- What the exercise asks -
The stretch wanted below opens at the line containing "position:absolute; right:18px; top:18px;" and closes at the line containing "flex:none; width:33px; height:33px;". Please return it exactly, with no other lines.
──────────────────────────────
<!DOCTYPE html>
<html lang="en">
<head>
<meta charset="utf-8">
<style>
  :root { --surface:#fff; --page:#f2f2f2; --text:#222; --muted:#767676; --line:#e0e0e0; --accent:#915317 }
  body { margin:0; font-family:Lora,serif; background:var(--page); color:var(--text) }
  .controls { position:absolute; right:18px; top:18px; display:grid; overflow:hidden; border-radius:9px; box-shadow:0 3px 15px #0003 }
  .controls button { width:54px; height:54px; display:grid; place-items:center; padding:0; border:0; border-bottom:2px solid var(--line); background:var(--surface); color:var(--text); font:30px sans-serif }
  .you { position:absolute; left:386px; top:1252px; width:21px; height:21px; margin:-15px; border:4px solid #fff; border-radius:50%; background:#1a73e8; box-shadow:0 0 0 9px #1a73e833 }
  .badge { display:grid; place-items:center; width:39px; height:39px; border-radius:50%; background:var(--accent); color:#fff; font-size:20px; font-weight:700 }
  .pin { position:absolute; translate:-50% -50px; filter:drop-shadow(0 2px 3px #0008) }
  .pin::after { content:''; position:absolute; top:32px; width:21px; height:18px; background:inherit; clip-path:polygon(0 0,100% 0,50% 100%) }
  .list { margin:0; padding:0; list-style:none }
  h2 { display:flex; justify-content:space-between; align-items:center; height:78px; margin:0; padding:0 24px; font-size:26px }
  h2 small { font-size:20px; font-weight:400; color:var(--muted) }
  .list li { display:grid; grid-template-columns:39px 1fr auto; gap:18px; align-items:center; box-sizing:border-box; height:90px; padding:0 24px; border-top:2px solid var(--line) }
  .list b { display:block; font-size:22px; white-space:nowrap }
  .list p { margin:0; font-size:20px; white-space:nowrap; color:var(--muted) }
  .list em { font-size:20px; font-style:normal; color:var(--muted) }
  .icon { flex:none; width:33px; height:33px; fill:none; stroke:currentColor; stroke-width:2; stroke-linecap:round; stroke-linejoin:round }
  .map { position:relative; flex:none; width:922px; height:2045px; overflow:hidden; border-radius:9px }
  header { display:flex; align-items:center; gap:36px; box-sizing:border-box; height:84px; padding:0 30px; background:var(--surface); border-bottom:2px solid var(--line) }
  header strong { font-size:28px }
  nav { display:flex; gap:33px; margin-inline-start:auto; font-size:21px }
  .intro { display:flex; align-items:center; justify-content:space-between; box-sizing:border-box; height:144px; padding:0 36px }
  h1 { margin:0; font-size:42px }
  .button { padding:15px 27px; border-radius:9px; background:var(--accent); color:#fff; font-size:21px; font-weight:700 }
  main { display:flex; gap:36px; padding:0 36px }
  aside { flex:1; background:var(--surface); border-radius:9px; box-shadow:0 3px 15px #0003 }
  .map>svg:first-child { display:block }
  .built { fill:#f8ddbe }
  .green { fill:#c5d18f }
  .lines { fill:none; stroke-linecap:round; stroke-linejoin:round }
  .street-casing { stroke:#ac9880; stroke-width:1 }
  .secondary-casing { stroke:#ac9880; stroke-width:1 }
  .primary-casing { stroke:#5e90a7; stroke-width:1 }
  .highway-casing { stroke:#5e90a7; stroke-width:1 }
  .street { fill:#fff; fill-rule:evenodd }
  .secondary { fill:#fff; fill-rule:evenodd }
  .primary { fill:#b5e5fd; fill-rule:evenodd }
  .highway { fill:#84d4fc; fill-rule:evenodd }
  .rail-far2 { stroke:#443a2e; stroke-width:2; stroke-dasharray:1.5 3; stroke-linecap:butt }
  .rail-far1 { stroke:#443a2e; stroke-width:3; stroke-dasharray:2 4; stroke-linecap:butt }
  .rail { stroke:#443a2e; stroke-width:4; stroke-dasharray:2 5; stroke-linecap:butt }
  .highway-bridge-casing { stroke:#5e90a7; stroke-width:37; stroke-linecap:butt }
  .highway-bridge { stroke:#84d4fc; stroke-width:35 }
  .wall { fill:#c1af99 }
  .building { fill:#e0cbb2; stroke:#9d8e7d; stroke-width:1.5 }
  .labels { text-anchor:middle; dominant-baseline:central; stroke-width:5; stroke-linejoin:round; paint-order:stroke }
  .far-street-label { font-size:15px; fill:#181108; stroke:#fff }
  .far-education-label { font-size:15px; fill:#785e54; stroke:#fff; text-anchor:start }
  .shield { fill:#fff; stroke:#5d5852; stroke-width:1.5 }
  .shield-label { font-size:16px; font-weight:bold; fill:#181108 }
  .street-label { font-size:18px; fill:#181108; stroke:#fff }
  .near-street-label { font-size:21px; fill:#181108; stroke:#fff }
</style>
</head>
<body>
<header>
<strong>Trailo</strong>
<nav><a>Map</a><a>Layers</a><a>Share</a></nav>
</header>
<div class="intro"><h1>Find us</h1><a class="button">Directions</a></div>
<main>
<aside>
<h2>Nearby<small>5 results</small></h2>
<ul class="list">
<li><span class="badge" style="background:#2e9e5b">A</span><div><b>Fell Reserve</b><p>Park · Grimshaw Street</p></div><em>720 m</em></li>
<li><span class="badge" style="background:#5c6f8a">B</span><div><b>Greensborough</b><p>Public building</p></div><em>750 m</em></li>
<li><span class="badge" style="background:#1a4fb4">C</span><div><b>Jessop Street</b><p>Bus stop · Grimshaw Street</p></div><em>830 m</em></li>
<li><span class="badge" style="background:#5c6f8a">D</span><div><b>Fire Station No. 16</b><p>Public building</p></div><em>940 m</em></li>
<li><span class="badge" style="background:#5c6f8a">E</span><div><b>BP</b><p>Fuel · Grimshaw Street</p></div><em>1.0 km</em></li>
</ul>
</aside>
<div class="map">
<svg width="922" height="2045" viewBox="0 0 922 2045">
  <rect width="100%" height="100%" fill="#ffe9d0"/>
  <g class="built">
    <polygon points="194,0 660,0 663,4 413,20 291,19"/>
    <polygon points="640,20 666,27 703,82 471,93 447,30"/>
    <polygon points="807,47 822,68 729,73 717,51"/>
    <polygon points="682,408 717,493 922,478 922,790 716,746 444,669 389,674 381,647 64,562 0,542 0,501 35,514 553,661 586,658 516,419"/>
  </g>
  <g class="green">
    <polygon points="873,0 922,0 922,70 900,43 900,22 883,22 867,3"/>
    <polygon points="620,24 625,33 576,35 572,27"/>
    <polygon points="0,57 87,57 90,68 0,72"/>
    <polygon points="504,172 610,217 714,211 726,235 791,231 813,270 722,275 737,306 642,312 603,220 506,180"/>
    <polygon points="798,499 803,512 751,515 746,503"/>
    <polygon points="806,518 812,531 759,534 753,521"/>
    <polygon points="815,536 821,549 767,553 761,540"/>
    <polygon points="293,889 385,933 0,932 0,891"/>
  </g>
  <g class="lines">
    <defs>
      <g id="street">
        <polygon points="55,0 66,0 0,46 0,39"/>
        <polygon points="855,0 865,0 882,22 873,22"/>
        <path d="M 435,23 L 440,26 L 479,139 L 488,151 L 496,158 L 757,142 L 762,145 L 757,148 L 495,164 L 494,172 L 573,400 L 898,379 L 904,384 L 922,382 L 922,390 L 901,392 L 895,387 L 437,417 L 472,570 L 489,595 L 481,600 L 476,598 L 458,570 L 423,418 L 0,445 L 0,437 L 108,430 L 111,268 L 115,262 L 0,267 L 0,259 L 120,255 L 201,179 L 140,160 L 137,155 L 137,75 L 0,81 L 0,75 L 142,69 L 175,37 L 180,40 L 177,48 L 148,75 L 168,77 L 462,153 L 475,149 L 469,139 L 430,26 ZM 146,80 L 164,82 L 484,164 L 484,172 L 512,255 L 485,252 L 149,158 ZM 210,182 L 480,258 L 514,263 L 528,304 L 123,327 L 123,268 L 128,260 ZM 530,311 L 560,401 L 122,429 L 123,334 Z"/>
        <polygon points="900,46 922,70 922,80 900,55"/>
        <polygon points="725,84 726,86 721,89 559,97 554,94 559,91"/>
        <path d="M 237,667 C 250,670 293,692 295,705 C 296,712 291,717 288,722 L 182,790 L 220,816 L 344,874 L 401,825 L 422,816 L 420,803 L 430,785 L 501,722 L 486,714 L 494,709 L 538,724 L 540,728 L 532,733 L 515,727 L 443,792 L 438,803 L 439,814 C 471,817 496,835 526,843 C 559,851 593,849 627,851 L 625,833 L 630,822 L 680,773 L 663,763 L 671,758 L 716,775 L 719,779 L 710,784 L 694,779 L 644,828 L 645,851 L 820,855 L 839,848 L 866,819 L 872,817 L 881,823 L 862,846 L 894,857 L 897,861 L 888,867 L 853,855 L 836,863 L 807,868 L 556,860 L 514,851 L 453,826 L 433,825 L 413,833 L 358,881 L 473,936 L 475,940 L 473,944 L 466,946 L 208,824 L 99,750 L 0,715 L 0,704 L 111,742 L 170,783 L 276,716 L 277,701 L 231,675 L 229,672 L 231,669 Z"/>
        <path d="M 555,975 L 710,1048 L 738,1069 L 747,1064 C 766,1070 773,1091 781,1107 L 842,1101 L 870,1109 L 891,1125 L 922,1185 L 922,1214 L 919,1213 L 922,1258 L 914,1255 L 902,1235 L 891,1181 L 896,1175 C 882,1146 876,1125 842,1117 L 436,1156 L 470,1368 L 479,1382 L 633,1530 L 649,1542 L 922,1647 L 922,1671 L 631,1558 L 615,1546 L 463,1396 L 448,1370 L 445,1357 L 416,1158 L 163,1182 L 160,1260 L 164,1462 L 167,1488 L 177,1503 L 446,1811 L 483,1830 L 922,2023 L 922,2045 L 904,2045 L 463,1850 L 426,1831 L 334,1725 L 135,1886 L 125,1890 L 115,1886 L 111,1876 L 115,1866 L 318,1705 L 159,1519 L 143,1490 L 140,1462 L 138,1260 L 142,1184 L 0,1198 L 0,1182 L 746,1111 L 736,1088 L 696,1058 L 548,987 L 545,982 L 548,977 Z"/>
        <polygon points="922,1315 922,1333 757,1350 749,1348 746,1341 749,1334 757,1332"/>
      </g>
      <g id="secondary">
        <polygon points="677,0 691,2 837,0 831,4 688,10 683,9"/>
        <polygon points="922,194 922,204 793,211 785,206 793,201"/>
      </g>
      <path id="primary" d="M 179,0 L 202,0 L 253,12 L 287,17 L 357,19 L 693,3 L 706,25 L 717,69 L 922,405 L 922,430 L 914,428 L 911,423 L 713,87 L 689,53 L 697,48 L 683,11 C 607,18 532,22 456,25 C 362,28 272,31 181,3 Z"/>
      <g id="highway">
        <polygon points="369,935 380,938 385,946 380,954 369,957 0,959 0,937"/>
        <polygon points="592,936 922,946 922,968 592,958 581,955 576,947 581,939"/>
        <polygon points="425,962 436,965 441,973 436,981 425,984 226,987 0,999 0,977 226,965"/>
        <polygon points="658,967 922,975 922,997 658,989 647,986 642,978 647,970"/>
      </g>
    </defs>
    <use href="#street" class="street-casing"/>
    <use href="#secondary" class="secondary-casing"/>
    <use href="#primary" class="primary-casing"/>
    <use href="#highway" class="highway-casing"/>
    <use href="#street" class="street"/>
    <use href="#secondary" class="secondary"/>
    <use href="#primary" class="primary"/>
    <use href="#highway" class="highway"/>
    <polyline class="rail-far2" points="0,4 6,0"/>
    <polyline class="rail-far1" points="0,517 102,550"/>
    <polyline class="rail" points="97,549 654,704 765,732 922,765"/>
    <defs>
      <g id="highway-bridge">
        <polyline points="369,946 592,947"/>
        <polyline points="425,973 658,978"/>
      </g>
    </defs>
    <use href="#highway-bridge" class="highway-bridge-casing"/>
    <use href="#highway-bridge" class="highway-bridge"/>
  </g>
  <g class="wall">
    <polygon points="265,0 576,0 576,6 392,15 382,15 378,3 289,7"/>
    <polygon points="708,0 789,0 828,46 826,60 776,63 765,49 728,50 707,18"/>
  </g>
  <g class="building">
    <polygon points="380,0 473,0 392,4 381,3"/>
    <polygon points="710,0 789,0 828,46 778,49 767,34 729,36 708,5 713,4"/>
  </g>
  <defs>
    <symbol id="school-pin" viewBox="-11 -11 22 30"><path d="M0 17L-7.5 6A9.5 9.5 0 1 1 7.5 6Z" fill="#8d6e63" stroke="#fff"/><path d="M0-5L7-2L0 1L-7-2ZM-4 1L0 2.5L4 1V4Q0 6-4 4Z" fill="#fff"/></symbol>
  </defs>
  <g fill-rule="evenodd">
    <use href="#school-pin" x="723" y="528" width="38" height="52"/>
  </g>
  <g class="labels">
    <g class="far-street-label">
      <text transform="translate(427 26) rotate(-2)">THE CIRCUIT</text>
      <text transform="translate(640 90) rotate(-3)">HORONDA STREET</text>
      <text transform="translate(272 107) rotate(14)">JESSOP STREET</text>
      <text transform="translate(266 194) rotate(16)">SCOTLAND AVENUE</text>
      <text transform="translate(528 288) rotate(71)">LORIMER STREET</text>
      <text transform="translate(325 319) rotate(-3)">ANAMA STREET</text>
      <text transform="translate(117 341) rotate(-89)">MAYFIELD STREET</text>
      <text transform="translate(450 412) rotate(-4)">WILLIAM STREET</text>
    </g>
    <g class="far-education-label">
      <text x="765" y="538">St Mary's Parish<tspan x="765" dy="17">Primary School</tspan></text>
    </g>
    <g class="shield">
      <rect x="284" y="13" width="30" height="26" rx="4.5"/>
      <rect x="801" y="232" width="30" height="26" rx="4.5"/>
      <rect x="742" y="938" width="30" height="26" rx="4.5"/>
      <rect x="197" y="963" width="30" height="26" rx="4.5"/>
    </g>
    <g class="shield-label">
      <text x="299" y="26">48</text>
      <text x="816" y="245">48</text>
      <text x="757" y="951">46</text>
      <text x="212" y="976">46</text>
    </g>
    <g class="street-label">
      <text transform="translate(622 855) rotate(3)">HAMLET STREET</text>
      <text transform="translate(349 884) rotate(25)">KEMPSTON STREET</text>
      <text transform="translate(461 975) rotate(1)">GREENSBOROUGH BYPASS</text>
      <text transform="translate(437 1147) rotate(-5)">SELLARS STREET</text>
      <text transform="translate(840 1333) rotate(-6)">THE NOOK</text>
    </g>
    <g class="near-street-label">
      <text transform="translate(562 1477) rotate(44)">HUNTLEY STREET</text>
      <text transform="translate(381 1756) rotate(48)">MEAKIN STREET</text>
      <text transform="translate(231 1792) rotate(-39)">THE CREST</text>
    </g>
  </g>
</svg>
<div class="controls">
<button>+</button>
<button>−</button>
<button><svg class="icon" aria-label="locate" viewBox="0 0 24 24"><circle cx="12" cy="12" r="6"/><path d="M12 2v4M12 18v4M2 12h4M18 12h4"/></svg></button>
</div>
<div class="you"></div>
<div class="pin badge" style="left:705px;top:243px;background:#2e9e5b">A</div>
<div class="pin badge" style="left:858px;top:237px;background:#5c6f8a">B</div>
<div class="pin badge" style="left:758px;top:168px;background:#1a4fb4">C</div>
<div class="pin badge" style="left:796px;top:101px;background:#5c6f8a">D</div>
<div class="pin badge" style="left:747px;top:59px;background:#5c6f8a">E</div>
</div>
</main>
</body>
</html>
──────────────────────────────
- Solved problem -
  .controls { position:absolute; right:18px; top:18px; display:grid; overflow:hidden; border-radius:9px; box-shadow:0 3px 15px #0003 }
  .controls button { width:54px; height:54px; display:grid; place-items:center; padding:0; border:0; border-bottom:2px solid var(--line); background:var(--surface); color:var(--text); font:30px sans-serif }
  .you { position:absolute; left:386px; top:1252px; width:21px; height:21px; margin:-15px; border:4px solid #fff; border-radius:50%; background:#1a73e8; box-shadow:0 0 0 9px #1a73e833 }
  .badge { display:grid; place-items:center; width:39px; height:39px; border-radius:50%; background:var(--accent); color:#fff; font-size:20px; font-weight:700 }
  .pin { position:absolute; translate:-50% -50px; filter:drop-shadow(0 2px 3px #0008) }
  .pin::after { content:''; position:absolute; top:32px; width:21px; height:18px; background:inherit; clip-path:polygon(0 0,100% 0,50% 100%) }
  .list { margin:0; padding:0; list-style:none }
  h2 { display:flex; justify-content:space-between; align-items:center; height:78px; margin:0; padding:0 24px; font-size:26px }
  h2 small { font-size:20px; font-weight:400; color:var(--muted) }
  .list li { display:grid; grid-template-columns:39px 1fr auto; gap:18px; align-items:center; box-sizing:border-box; height:90px; padding:0 24px; border-top:2px solid var(--line) }
  .list b { display:block; font-size:22px; white-space:nowrap }
  .list p { margin:0; font-size:20px; white-space:nowrap; color:var(--muted) }
  .list em { font-size:20px; font-style:normal; color:var(--muted) }
  .icon { flex:none; width:33px; height:33px; fill:none; stroke:currentColor; stroke-width:2; stroke-linecap:round; stroke-linejoin:round }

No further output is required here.